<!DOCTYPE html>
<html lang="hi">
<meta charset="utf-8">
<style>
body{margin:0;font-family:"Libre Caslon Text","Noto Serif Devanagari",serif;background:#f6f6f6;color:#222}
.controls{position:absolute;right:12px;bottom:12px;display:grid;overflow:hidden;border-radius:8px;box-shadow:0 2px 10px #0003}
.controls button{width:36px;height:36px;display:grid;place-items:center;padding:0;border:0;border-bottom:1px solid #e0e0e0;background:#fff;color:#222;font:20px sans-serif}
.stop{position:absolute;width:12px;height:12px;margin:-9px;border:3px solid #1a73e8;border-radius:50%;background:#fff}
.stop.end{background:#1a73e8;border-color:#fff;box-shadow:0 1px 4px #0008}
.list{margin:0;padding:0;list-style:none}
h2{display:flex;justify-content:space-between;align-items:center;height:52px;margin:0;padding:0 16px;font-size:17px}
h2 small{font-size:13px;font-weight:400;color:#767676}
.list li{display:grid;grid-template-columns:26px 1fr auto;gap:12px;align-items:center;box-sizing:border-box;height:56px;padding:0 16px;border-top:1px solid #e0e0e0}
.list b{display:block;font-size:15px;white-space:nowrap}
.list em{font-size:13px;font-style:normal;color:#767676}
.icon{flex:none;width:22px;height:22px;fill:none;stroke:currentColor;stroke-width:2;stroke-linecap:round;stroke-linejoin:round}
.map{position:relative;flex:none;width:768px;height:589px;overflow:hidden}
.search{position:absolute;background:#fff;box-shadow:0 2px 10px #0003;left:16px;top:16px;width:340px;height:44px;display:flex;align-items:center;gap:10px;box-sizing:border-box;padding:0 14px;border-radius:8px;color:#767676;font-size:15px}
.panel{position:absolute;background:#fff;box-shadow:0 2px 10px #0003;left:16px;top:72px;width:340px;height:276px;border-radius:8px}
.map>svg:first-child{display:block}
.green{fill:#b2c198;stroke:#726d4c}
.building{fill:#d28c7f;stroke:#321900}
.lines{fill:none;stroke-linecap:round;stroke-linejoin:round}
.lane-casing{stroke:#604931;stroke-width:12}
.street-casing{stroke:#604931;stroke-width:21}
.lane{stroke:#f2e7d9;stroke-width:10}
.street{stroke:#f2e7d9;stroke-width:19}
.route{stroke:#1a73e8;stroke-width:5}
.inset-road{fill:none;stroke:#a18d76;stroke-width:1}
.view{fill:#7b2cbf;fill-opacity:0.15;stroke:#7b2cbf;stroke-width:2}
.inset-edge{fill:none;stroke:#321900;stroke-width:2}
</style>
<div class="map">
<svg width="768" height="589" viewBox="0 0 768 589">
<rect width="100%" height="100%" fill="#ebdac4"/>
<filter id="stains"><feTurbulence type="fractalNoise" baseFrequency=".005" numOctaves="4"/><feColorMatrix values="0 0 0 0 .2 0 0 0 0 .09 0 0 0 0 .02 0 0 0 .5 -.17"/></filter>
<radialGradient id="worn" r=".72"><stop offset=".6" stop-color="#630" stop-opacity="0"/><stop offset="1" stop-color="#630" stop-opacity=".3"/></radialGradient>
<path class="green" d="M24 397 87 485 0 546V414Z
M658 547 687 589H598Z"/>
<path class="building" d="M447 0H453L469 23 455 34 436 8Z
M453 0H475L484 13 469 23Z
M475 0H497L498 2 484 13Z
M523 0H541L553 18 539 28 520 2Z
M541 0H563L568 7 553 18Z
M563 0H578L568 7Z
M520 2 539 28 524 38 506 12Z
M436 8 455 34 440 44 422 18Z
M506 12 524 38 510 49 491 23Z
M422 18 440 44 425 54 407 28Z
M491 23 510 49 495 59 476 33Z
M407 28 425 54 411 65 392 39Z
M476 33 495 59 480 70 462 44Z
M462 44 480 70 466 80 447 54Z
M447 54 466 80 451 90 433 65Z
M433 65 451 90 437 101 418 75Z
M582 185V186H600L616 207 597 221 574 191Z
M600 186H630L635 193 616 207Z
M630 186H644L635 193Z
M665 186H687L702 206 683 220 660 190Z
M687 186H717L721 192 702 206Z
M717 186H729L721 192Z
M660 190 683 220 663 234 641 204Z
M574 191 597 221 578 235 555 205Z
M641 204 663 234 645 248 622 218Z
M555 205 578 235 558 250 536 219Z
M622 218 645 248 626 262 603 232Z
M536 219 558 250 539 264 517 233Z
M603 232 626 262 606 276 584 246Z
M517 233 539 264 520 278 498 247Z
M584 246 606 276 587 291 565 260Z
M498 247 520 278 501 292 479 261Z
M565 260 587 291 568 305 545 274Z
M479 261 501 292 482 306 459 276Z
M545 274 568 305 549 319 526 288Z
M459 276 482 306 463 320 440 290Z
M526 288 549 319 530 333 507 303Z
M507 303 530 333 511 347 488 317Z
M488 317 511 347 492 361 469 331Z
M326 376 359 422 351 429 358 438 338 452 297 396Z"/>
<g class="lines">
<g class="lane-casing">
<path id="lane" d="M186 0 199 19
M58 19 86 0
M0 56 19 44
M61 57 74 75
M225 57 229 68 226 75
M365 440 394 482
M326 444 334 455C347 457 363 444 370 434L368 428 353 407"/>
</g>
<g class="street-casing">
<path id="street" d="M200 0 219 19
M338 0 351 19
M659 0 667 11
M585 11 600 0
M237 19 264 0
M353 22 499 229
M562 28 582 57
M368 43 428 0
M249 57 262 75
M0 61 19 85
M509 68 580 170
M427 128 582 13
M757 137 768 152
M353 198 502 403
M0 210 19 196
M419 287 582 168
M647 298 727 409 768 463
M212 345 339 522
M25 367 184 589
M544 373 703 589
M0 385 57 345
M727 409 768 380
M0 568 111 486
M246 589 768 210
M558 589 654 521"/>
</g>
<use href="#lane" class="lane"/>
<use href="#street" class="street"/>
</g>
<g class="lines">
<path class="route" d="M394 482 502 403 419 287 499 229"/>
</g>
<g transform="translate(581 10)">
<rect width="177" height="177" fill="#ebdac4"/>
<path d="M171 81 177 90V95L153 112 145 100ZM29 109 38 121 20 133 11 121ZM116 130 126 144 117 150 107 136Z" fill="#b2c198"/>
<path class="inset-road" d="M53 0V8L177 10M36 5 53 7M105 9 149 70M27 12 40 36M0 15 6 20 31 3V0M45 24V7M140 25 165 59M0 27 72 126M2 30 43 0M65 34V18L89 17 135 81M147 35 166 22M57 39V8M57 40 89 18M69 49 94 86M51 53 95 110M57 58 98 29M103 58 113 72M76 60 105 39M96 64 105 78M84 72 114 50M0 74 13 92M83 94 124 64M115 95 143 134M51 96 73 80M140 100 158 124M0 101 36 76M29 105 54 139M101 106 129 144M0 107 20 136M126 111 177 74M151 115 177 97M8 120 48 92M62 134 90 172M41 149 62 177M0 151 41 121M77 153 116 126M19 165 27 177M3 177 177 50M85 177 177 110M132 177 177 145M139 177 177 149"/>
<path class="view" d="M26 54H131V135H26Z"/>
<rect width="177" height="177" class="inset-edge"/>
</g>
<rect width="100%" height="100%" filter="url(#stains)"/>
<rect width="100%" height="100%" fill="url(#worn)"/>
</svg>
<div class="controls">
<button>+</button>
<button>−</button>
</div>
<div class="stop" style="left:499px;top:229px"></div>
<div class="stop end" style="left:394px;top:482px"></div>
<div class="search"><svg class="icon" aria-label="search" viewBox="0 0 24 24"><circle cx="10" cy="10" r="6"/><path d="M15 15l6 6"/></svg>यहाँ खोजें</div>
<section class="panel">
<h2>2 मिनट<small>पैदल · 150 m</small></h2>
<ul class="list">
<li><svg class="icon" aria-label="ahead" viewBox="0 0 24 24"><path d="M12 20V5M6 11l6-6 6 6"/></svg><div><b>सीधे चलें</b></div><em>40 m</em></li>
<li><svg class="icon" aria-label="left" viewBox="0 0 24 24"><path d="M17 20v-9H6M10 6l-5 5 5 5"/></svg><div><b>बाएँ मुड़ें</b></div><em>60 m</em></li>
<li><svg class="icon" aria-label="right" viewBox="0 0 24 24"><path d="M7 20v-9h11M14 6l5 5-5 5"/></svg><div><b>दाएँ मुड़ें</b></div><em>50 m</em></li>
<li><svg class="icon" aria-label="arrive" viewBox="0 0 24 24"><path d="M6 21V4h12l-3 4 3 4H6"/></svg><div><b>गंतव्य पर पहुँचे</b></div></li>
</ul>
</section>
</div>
------------------------------------
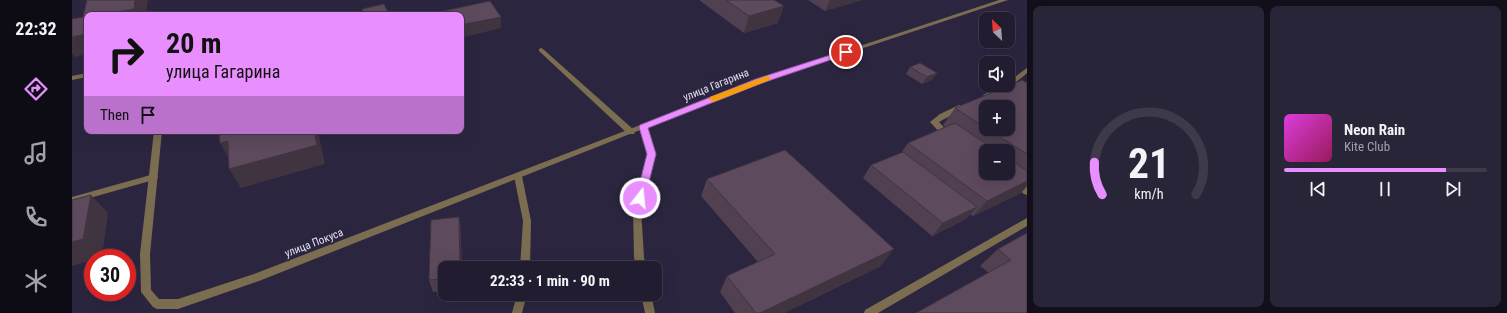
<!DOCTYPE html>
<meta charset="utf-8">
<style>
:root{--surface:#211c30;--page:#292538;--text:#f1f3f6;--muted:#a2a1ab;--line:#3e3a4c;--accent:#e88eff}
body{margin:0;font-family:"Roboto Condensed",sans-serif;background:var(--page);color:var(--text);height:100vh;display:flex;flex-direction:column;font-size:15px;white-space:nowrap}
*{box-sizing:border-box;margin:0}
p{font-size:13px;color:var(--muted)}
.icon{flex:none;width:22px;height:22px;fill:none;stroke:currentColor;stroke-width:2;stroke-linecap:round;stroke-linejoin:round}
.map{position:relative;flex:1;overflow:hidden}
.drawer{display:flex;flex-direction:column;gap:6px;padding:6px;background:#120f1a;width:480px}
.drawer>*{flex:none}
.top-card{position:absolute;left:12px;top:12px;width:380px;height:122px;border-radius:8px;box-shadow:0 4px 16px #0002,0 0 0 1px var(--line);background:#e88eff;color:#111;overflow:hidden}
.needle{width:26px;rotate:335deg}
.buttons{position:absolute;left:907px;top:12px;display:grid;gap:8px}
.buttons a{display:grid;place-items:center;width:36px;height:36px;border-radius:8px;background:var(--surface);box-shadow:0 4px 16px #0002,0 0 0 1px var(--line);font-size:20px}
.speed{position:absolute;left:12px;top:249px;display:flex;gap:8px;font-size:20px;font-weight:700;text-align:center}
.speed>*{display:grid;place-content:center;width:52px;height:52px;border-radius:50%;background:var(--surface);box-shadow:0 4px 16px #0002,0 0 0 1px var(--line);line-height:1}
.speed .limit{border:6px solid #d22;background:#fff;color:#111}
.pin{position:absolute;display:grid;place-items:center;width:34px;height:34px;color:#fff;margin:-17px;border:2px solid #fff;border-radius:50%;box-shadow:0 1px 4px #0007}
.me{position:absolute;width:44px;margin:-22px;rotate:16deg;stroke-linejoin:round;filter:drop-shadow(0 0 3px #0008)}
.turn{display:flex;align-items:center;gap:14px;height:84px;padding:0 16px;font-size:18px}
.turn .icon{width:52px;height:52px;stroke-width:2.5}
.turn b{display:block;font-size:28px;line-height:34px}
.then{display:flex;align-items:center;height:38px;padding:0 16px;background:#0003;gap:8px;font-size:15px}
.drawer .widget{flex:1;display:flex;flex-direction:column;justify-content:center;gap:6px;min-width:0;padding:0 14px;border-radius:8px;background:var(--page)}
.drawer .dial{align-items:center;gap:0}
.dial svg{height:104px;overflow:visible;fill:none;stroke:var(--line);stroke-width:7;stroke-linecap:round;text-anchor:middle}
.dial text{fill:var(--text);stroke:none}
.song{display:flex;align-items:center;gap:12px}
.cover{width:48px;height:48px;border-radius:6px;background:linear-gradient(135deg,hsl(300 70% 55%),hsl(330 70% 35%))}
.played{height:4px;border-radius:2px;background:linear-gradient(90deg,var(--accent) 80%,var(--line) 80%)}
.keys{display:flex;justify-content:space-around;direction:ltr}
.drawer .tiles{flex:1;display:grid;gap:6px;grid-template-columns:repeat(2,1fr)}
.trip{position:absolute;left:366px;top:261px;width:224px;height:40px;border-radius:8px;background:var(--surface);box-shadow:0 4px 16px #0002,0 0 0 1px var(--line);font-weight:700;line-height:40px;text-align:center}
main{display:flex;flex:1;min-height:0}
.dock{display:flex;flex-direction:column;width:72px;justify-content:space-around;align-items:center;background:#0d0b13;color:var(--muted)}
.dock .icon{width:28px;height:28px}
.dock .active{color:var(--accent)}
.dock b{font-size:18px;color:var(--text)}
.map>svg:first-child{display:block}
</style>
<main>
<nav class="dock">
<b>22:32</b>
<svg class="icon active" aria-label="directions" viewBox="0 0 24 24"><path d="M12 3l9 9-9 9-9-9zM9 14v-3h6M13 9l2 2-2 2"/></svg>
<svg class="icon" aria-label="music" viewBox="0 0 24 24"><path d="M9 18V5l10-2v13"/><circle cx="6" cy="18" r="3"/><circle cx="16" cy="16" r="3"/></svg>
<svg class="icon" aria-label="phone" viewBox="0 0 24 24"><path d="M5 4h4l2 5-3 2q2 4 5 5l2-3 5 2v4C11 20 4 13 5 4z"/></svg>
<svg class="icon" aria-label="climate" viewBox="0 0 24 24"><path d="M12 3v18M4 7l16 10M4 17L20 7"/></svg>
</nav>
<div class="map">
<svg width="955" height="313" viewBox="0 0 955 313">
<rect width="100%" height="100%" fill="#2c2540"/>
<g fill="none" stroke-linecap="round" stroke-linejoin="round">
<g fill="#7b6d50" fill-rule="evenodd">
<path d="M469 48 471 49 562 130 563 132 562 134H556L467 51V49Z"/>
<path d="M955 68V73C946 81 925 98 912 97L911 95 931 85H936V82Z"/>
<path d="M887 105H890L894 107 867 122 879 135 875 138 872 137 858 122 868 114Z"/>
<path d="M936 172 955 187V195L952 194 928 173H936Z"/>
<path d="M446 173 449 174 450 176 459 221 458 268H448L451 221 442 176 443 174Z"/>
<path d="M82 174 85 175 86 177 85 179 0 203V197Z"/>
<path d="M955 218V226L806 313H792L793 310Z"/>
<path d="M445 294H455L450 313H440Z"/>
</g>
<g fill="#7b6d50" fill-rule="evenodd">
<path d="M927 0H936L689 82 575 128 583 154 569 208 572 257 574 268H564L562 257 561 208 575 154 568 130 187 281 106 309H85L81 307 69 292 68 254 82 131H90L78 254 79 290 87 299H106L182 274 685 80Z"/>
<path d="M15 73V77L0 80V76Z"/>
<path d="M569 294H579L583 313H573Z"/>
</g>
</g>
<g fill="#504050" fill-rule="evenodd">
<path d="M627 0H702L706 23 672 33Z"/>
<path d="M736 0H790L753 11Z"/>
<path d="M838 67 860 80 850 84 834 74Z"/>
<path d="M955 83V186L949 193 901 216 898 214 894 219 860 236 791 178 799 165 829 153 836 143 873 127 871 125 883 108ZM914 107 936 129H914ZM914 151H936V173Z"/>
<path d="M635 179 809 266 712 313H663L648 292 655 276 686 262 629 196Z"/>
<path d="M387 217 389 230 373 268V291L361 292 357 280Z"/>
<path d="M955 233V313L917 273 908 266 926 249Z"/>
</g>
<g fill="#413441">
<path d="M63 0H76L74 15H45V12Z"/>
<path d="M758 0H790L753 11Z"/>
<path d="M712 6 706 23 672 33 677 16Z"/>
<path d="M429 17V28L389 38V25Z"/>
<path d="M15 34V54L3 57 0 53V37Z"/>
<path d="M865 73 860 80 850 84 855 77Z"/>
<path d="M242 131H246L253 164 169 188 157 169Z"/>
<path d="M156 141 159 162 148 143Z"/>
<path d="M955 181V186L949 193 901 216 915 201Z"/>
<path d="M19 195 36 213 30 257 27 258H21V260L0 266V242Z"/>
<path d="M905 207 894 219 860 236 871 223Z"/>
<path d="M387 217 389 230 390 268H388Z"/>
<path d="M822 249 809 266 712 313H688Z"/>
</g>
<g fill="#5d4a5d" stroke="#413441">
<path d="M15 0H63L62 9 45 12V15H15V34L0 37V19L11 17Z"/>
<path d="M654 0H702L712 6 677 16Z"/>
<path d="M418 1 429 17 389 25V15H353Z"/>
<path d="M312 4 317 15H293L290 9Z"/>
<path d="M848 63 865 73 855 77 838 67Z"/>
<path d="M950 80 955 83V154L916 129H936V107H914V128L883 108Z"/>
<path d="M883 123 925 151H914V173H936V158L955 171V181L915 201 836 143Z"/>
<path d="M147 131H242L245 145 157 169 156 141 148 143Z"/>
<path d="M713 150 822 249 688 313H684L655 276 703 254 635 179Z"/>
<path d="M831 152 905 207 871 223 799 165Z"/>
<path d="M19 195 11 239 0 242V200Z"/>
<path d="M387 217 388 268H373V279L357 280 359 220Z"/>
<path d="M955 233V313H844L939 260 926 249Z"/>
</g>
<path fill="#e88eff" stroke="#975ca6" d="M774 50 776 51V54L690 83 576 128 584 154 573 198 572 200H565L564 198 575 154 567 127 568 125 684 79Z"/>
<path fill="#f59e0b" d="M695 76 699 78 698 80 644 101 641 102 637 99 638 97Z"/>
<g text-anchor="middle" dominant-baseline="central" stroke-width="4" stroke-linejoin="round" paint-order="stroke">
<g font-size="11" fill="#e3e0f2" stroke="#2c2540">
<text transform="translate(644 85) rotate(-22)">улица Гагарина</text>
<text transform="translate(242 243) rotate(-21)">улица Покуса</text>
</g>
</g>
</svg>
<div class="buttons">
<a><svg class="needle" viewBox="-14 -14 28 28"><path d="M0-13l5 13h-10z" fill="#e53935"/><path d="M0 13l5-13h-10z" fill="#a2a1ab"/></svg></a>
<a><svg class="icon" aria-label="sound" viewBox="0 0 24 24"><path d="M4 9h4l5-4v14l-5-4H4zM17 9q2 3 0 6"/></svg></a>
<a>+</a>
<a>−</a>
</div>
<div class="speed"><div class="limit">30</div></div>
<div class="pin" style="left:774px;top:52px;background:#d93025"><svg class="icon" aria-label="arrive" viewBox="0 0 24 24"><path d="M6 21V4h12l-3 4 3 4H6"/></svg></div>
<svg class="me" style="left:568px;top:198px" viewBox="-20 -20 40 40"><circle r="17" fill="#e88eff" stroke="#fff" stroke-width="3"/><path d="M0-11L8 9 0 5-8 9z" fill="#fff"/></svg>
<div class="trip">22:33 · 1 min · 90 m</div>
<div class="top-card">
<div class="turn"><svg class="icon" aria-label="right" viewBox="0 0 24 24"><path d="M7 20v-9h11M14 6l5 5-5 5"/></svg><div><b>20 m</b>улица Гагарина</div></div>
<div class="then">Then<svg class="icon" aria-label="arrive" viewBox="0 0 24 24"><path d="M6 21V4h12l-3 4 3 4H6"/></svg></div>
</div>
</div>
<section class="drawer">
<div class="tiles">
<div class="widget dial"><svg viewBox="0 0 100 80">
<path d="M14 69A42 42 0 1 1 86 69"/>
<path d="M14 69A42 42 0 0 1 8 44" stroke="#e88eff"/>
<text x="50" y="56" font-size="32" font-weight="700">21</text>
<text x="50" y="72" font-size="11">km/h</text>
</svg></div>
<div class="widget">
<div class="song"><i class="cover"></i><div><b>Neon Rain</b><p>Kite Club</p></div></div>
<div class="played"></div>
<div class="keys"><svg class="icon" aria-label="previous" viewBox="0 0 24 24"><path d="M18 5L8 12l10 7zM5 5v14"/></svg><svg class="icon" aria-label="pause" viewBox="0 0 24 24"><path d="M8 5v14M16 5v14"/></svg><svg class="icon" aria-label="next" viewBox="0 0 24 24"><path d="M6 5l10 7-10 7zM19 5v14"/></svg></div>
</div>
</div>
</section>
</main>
------------------------------------
Your task:
All lines above that include the word "speed" should be located and copied.

Task response:
.speed{position:absolute;left:12px;top:249px;display:flex;gap:8px;font-size:20px;font-weight:700;text-align:center}
.speed>*{display:grid;place-content:center;width:52px;height:52px;border-radius:50%;background:var(--surface);box-shadow:0 4px 16px #0002,0 0 0 1px var(--line);line-height:1}
.speed .limit{border:6px solid #d22;background:#fff;color:#111}
<div class="speed"><div class="limit">30</div></div>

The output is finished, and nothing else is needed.